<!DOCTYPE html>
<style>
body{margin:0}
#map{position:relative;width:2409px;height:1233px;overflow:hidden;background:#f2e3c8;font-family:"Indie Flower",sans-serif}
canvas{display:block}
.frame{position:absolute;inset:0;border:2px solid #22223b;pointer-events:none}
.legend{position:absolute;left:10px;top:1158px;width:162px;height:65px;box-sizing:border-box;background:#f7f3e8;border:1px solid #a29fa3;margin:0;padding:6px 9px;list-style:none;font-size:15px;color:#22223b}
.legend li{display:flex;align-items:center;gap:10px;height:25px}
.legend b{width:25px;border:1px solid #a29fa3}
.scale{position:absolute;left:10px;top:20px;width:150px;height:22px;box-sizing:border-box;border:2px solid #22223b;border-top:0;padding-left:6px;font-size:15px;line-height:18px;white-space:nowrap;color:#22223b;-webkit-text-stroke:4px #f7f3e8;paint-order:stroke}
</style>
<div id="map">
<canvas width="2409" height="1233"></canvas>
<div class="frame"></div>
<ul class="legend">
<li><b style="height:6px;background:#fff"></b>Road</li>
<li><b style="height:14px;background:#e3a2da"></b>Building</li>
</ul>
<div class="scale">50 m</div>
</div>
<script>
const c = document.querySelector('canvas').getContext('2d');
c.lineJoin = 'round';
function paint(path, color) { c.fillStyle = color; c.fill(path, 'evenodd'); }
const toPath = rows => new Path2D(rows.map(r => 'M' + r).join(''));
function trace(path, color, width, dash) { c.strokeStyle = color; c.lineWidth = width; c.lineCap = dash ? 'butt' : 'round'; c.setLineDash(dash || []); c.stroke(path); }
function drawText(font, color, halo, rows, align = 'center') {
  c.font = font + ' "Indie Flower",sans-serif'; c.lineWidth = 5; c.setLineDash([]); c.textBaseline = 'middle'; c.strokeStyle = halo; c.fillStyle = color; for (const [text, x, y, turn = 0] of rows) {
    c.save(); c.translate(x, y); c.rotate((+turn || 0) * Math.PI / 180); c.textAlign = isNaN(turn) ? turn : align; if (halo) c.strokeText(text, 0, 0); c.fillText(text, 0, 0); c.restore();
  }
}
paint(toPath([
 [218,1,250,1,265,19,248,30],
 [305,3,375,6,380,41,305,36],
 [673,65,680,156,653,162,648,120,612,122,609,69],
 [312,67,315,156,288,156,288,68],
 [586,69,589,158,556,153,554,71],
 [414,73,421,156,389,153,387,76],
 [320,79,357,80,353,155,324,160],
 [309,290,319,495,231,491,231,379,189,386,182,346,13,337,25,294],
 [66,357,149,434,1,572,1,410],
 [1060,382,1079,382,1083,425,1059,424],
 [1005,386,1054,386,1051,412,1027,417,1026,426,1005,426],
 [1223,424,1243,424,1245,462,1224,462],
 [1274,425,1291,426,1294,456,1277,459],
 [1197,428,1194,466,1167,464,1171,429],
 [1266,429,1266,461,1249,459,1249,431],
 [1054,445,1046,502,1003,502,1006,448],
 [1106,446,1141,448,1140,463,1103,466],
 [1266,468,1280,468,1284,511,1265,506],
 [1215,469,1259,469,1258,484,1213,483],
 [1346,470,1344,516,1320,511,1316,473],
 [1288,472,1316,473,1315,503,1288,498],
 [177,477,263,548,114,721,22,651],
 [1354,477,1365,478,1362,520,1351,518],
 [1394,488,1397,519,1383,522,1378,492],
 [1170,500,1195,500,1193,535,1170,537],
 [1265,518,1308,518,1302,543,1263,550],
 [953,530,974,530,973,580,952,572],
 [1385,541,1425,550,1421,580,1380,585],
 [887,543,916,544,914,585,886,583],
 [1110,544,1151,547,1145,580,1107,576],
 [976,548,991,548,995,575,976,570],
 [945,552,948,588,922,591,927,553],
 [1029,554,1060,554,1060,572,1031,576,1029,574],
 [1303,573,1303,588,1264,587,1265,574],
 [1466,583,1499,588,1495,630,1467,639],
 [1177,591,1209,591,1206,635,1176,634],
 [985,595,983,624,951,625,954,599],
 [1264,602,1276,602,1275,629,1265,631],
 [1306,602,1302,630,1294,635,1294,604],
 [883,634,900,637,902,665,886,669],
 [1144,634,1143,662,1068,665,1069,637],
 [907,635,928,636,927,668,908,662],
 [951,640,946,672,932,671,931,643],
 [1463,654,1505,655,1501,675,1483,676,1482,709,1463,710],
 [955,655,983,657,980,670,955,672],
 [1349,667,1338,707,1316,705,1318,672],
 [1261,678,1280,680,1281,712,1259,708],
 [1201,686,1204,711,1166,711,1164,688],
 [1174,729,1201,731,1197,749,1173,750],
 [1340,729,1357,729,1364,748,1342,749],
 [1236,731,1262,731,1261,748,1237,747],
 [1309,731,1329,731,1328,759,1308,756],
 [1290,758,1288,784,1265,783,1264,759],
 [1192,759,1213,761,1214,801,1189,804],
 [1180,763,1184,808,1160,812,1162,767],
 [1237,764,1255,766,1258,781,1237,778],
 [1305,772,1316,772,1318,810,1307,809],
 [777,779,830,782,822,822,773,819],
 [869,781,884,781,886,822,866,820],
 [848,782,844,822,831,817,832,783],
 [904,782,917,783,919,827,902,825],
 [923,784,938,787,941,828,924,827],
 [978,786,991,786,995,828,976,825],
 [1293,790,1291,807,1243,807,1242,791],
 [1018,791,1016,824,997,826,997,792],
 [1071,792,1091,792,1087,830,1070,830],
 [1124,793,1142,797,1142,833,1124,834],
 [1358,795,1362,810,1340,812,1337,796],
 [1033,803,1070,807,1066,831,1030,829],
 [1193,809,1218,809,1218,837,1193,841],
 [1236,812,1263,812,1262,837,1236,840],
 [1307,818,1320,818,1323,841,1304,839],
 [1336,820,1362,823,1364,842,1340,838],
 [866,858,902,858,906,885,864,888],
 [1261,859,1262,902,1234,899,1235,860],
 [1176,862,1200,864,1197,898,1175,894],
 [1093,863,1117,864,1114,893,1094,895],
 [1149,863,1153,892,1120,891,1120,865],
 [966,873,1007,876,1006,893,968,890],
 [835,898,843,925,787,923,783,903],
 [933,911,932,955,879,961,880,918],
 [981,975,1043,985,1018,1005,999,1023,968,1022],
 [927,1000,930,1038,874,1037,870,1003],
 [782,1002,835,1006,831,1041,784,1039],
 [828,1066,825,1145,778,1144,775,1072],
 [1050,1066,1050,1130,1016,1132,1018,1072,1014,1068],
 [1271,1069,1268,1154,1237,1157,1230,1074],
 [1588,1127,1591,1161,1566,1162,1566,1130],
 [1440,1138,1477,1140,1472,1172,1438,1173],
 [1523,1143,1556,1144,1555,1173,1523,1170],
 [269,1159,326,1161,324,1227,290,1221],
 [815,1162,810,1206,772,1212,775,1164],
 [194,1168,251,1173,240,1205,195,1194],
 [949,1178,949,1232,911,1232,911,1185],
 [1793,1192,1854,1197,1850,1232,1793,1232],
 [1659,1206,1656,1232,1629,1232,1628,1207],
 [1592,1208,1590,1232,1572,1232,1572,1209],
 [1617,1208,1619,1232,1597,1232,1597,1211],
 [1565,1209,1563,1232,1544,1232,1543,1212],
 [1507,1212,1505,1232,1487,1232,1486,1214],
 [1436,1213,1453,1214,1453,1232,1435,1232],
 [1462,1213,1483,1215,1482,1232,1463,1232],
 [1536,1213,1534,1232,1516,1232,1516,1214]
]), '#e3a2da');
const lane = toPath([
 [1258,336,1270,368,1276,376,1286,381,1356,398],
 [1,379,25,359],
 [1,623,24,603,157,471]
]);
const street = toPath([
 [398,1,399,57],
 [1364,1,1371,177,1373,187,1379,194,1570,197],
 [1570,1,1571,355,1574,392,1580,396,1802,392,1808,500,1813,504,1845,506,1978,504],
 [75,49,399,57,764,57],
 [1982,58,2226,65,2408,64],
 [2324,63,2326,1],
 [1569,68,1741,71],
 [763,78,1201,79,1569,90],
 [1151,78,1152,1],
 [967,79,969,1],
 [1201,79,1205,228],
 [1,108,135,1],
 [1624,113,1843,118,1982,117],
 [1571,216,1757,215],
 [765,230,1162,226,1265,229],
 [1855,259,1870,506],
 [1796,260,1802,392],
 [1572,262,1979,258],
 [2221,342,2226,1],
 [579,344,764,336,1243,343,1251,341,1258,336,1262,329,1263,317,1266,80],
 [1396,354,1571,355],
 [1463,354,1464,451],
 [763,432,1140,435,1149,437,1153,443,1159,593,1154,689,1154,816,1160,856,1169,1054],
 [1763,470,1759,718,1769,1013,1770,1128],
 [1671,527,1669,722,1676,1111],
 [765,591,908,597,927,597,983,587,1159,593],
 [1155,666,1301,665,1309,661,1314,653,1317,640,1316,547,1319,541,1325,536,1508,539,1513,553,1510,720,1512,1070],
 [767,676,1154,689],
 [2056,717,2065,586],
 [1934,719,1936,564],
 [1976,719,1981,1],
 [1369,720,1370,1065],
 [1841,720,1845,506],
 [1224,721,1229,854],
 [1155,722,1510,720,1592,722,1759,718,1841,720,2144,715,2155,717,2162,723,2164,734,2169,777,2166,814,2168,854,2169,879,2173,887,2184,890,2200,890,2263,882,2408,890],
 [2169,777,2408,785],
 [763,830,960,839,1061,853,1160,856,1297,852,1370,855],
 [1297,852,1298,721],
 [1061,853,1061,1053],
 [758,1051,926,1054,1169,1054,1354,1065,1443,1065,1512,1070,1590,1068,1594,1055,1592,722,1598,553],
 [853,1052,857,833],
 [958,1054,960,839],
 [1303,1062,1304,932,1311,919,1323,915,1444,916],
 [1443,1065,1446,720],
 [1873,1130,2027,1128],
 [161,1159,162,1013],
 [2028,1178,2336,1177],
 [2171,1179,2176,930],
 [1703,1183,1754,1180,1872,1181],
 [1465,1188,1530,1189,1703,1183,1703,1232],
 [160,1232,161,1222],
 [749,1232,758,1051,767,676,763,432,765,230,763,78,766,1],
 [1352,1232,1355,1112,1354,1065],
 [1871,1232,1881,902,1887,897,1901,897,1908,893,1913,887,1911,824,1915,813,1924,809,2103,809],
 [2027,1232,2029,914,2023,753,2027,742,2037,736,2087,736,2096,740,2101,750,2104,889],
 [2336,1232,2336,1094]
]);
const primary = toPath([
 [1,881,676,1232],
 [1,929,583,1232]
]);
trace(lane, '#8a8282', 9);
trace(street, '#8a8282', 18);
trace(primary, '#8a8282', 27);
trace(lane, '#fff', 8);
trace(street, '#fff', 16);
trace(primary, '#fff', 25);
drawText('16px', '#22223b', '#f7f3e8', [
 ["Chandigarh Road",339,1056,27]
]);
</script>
_____
## Assigned task
Look through the records above and please copy every line in which the string "lineWidth" occurs.

## Answer for this exercise
function trace(path, color, width, dash) { c.strokeStyle = color; c.lineWidth = width; c.lineCap = dash ? 'butt' : 'round'; c.setLineDash(dash || []); c.stroke(path); }
  c.font = font + ' "Indie Flower",sans-serif'; c.lineWidth = 5; c.setLineDash([]); c.textBaseline = 'middle'; c.strokeStyle = halo; c.fillStyle = color; for (const [text, x, y, turn = 0] of rows) {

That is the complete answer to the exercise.